The servo drive has a set of RS485 interface to support modbus communication. CN4 on the front panel is the communication interface. The signal description is shown in the figure:

Figure 8-1 RS485 connection diagram

The servo drive adopts half-duplex communication method of RS485. The 485 bus must adopt a hand-in-hand structure rather than a star structure or a bifurcated structure. The star structure or the bifurcated structure would generate a reflected signal, which affects the 485 communication.

The wiring must be shielded twisted pair, and stay away from strong electricity and not parallel with the power cord, nor tied together.

It should be noted that in a half-duplex connection, only one servo drive could communicate with the host controller at a time. If two or more servo drives upload data at the same time, bus contention would occur. Not only would it cause communication failure, but it may also cause some components to generate large currents, causing component damage.

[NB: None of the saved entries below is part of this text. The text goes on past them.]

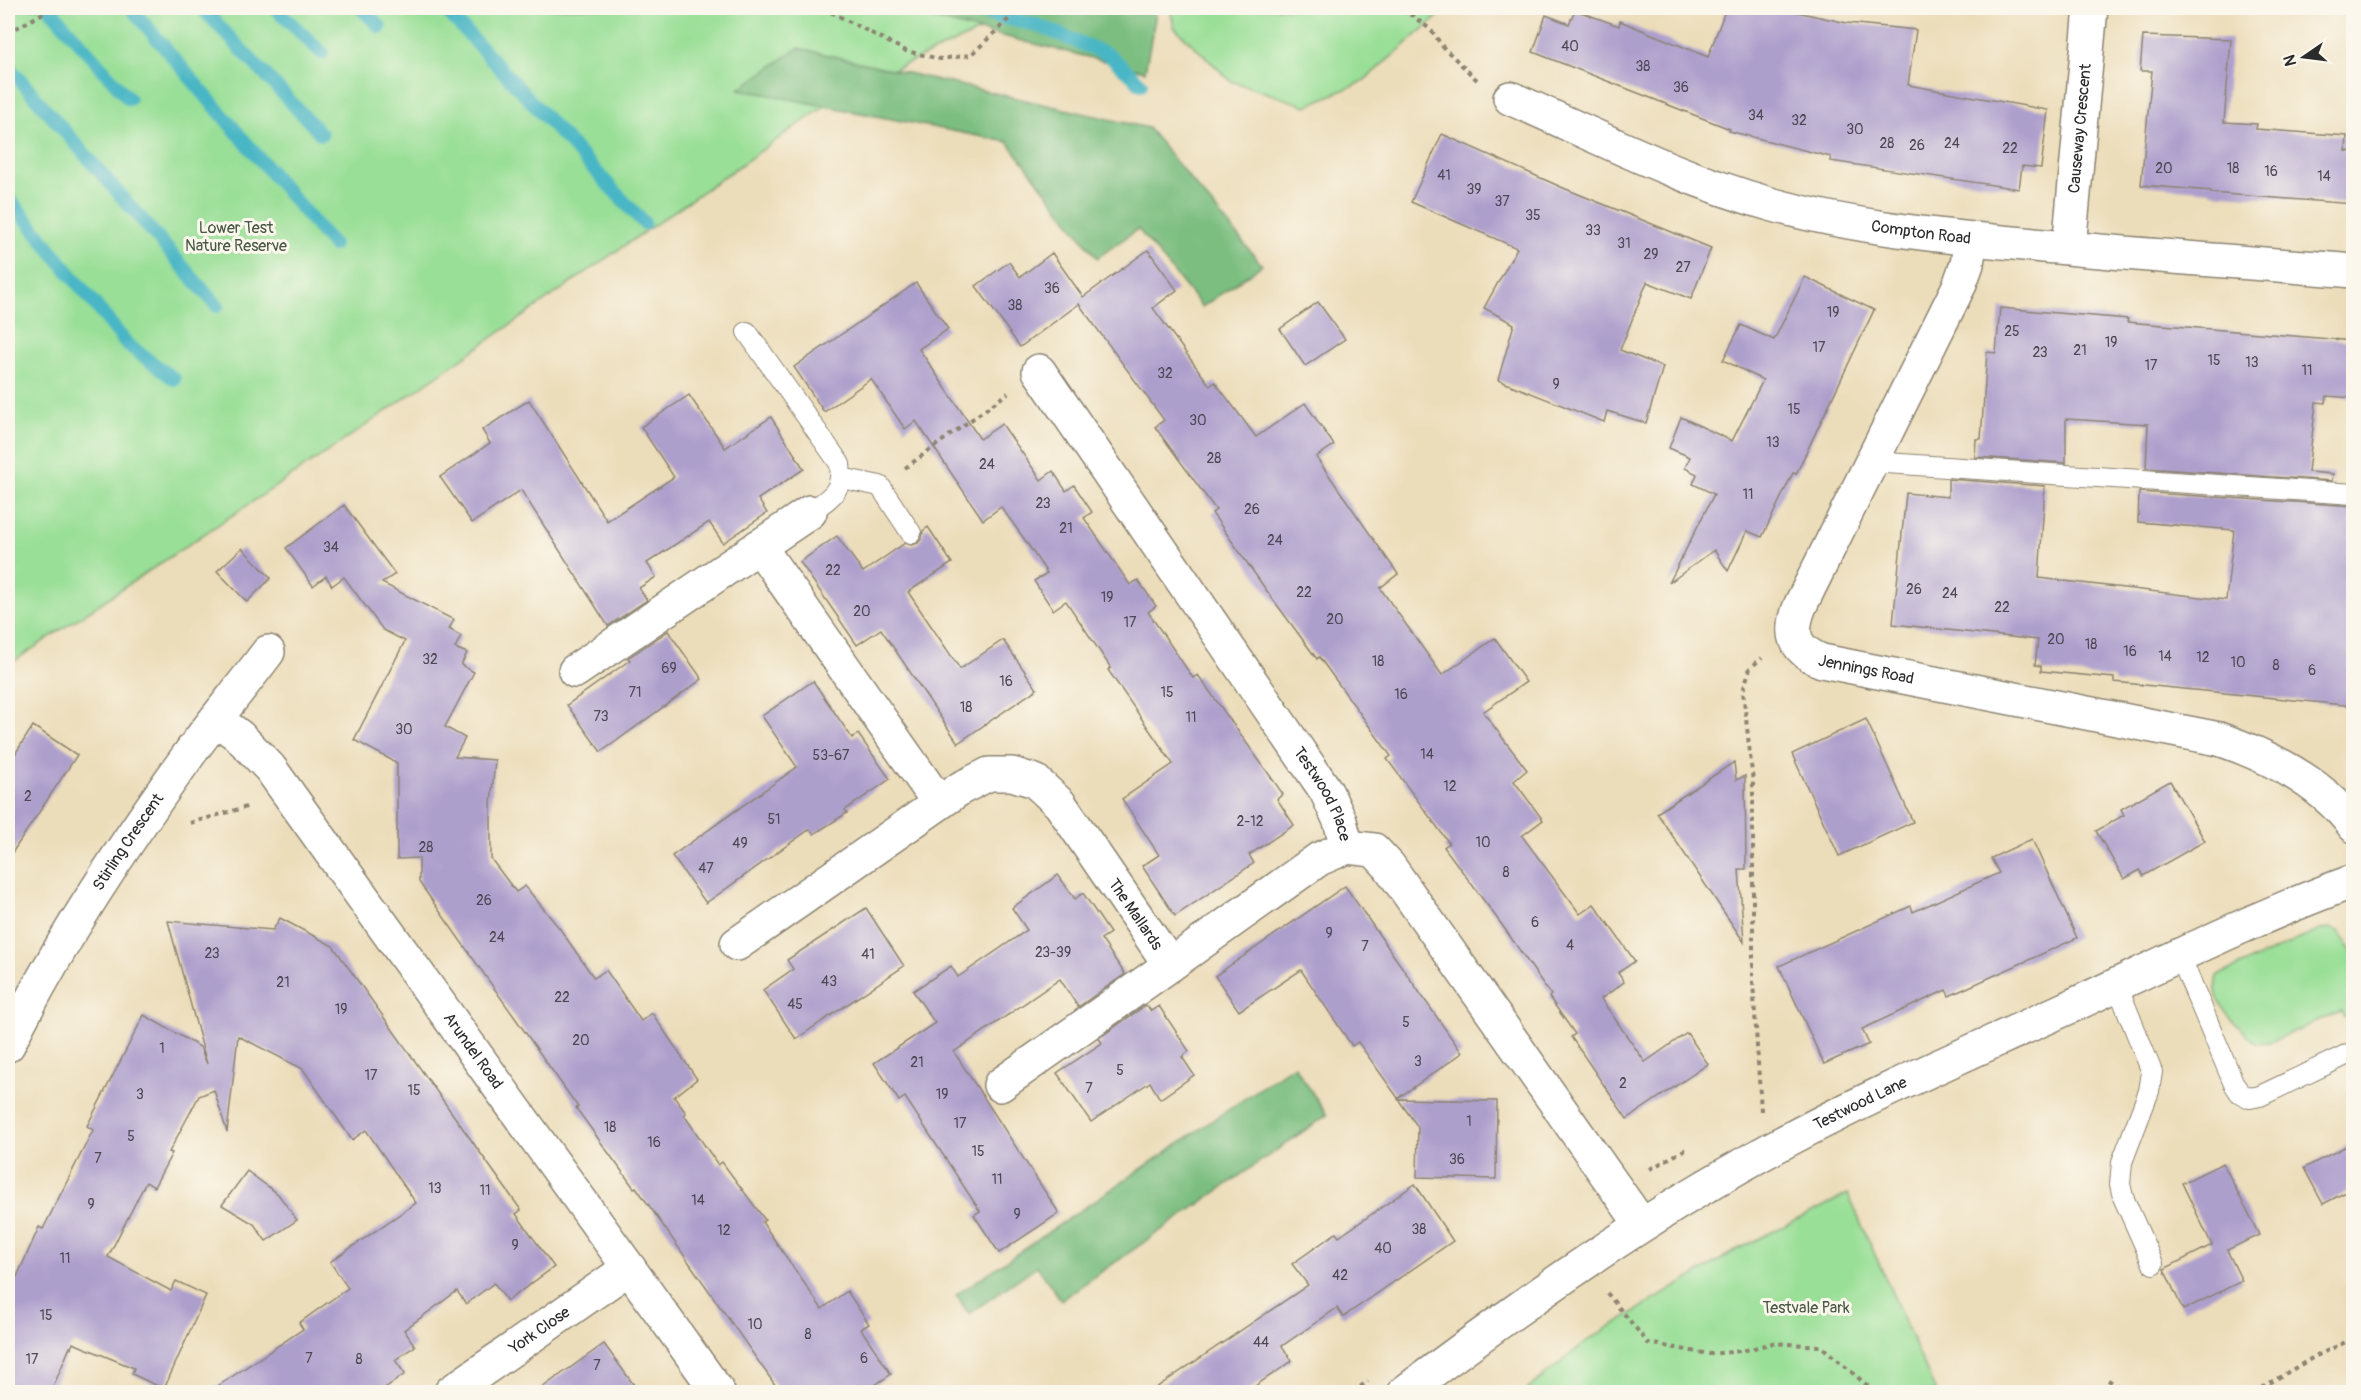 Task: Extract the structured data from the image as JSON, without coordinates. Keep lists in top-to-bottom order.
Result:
{
  "streets": {
    "street": [
      "Causeway Crescent",
      "Compton Road",
      "Jennings Road",
      "Testwood Place",
      "Stirling Crescent",
      "The Mallards",
      "Arundel Road",
      "Testwood Lane",
      "York Close"
    ]
  },
  "crossings": [
    ["Causeway Crescent", "Compton Road"],
    ["Testwood Place", "The Mallards"],
    ["Testwood Place", "Testwood Lane"],
    ["Stirling Crescent", "Arundel Road"],
    ["Arundel Road", "York Close"]
  ],
  "parks": ["Lower Test Nature Reserve", "Testvale Park"],
  "house_numbers": [
    "40",
    "38",
    "36",
    "34",
    "32",
    "30",
    "28",
    "24",
    "26",
    "22",
    "20",
    "18",
    "16",
    "41",
    "14",
    "39",
    "37",
    "35",
    "33",
    "31",
    "29",
    "27",
    "36",
    "38",
    "19",
    "25",
    "19",
    "17",
    "21",
    "23",
    "15",
    "13",
    "17",
    "11",
    "32",
    "9",
    "15",
    "30",
    "13",
    "28",
    "24",
    "11",
    "23",
    "26",
    "21",
    "24",
    "34",
    "22",
    "26",
    "22",
    "24",
    "19",
    "22",
    "20",
    "20",
    "17",
    "20",
    "18",
    "16",
    "14",
    "12",
    "32",
    "18",
    "10",
    "8",
    "69",
    "6",
    "16",
    "71",
    "15",
    "16",
    "18",
    "73",
    "11",
    "30",
    "14",
    "53-67",
    "12",
    "2",
    "51",
    "2-12",
    "10",
    "49",
    "28",
    "47",
    "8",
    "26",
    "6",
    "9",
    "24",
    "4",
    "7",
    "23-39",
    "23",
    "41",
    "43",
    "21",
    "22",
    "45",
    "19",
    "5",
    "20",
    "1",
    "3",
    "21",
    "5",
    "17",
    "2",
    "7",
    "15",
    "3",
    "19",
    "1",
    "17",
    "18",
    "5",
    "16",
    "15",
    "7",
    "36",
    "11",
    "13",
    "11",
    "14",
    "9",
    "9",
    "38",
    "12",
    "9",
    "40",
    "11",
    "42",
    "15",
    "10",
    "8",
    "44",
    "7",
    "6",
    "17",
    "8",
    "7"
  ],
  "north": "left"
}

Figure 8-2 RS485 communication network wiring diagram

The terminal of RS485 network should use 120Ω terminal resistance to weaken the signal reflection. Termination resistors couldnot be used in the middle of network.

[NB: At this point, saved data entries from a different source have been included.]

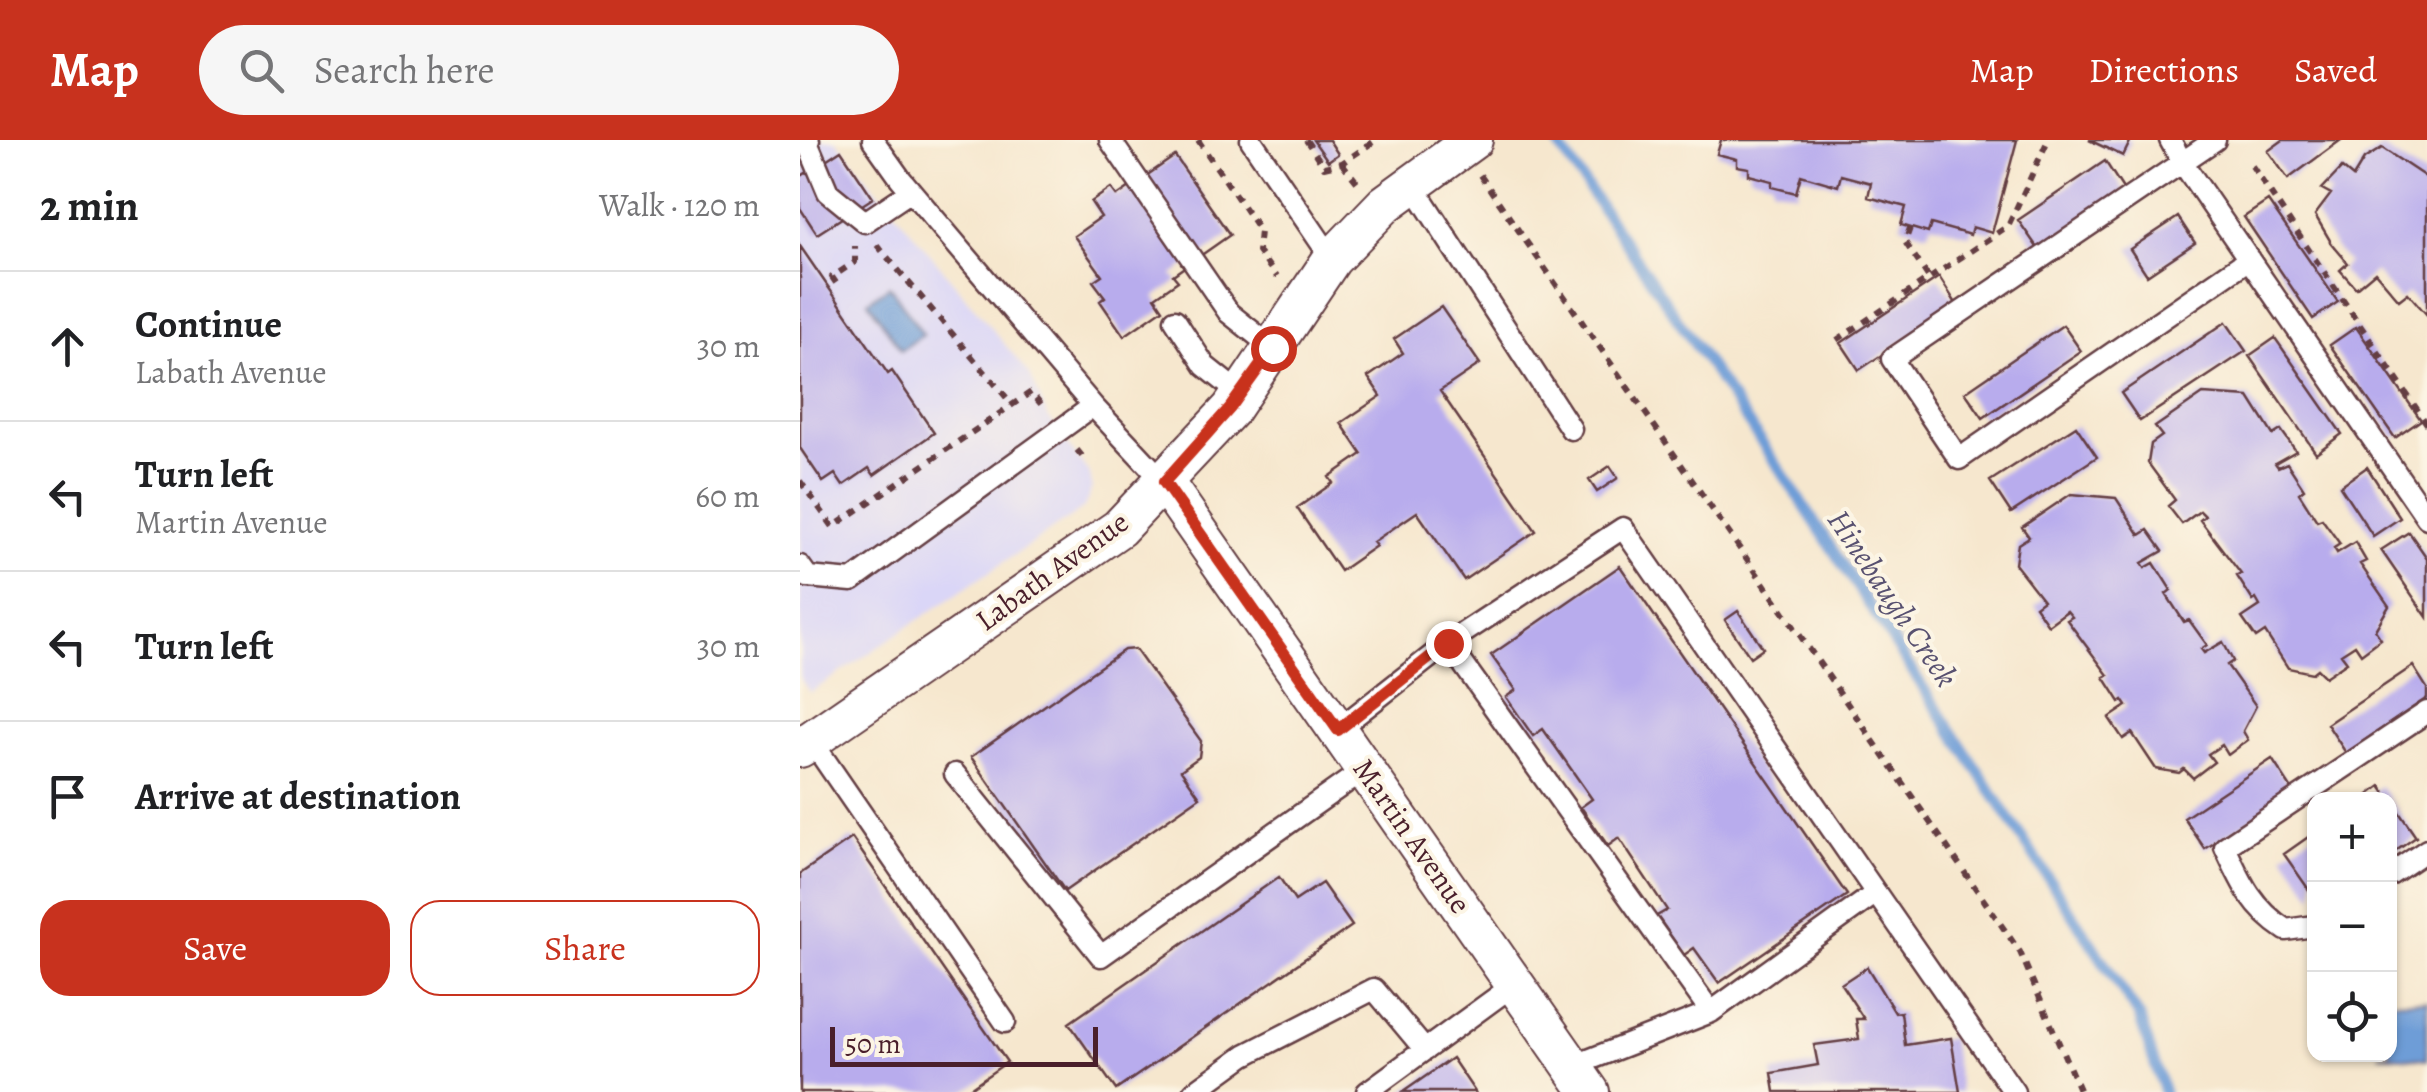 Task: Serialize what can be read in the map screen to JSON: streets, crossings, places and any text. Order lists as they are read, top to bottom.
{
  "streets": {
    "street": ["Labath Avenue", "Martin Avenue"]
  },
  "crossings": [
    ["Labath Avenue", "Martin Avenue"]
  ],
  "water": ["Hinebaugh Creek"],
  "scale_bar": "50 m",
  "page": {
    "header": "Map",
    "search": "Search here",
    "nav": ["Map", "Directions", "Saved"],
    "heading": ["2 min", "Walk · 120 m"],
    "list": [
      ["Continue", "Labath Avenue", "30 m"],
      ["Turn left", "Martin Avenue", "60 m"],
      ["Turn left", "30 m"],
      "Arrive at destination"
    ],
    "map_buttons": ["+", "−"],
    "buttons": ["Save", "Share"],
    "scale": "50 m"
  }
}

No point in the RS485 network could be directly grounded. All equipment in the network must be well grounded through its own ground terminal. It should be noted that the ground wire couldnot form a closed loop under any circumstances.

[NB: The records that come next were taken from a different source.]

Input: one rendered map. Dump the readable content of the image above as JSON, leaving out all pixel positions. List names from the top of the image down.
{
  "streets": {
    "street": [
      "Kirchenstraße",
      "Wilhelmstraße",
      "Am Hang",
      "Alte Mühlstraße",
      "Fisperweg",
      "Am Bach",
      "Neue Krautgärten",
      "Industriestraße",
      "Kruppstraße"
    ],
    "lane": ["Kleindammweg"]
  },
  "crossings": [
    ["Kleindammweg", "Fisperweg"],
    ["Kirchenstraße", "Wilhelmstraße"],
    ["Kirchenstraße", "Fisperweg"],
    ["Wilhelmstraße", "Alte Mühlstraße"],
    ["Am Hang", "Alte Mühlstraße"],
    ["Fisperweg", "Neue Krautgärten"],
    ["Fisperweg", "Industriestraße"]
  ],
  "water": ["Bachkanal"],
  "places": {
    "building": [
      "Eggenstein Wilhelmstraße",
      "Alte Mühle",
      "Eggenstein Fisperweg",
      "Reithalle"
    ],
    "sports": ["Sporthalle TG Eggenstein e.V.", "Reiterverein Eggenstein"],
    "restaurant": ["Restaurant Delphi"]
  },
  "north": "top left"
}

When wiring, consider the drive capability of the computer / PLC and the distance between the computer / PLC and the servo drive. If the driving capacity is insufficient, a repeater needs to be added.

Modbus communication protocol

Modbus data frame format

The servo currently supports the RTU communication format. The typical data frame format is as follows:

Function code

The host controller reads/writes servo through the Modbus RTU format (03, 06 function code). The corresponding modbus function code is explained as follows:

Activity	CommandCode
Read 16-bit function code	0x03
Write16-bit function code	0x06

Read function code: 0x03

address	Function code	starting address (high byte)	starting address (low byte)	Read number (high byte)	Read number (low byte)	CRC checksum
1 byte	03	1 byte	1 byte	1 byte	1 byte	2 bytes

Request format:

Correct response format:

address	Function code	return data Byte number	Register 1 High byte	Register 1 low byte	…	CRC checksum
1 byte	03	1 byte	1 byte	1 byte	1 byte	2 bytes

Write function code: 0x06

address	Function code	Register address (high byte)	Register address (low byte)	Data high byte	Data low byte	CRC checksum
1 byte	06	1 byte	1 byt	1 byte	1 byte	2 bytes

address	Function code	Register address (high byte)	Register address (low byte)	Data high byte	Data low byte	CRC checksum
1 byte	06	1 byte	1 byte	1 byte	1 byte	2 bytes

address	function	Error code	CRC checksum
1 byte	Command code+0x80	Error code	2 bytes

Error code	Code description
0x0001	illegal command code
0x0002	Illegal data address
0x0003	Illegal data
0x0004	Slave device fault

address	Function code	Starting address high byte	Starting address low byte	Read number (high byte)	Read number (low byte)	CRC low byte	CRC high byte
01	03	1E	1F	00	01	B3	E4

address	Function code	Byte number	data high byte	data low byte	CRC low byte	CRC high byte
01	03	02	0C	26	3C	9E

address	Function code	Register address (high byte)	Register address (low byte)	Data high byte	Data low byte	CRC low byte	CRC high byte
01	06	01	0A	0B	B8	AF	76

address	Function code	Register address (high byte)	Register address (low byte)	Data high byte	Data low byte	CRC low byte	CRC high byte
01	06	01	0A	0B	B8	AF	76

Request format:

address	Function code	Register address (high byte)	Register address (low byte)	Data high byte	Data low byte	CRC checksum
1 byte	06	1 byte	1 byte	1 byte	1 byte	2 bytes

Response format:

address	Function code	Register address (high byte)	Register address (low byte)	Data high byte	Data low byte	CRC checksum
1 byte	06	1 byte	1 byte	1 byte	1 byte	2 bytes

If the setting is successful, the original text is returned

CRC Checksum

The servo adopts 16-bit CRC checksum, the host controller should use the same check rule, otherwise the CRC check would fail. The servo drive uses 16-bit CRC with low byte before high byte.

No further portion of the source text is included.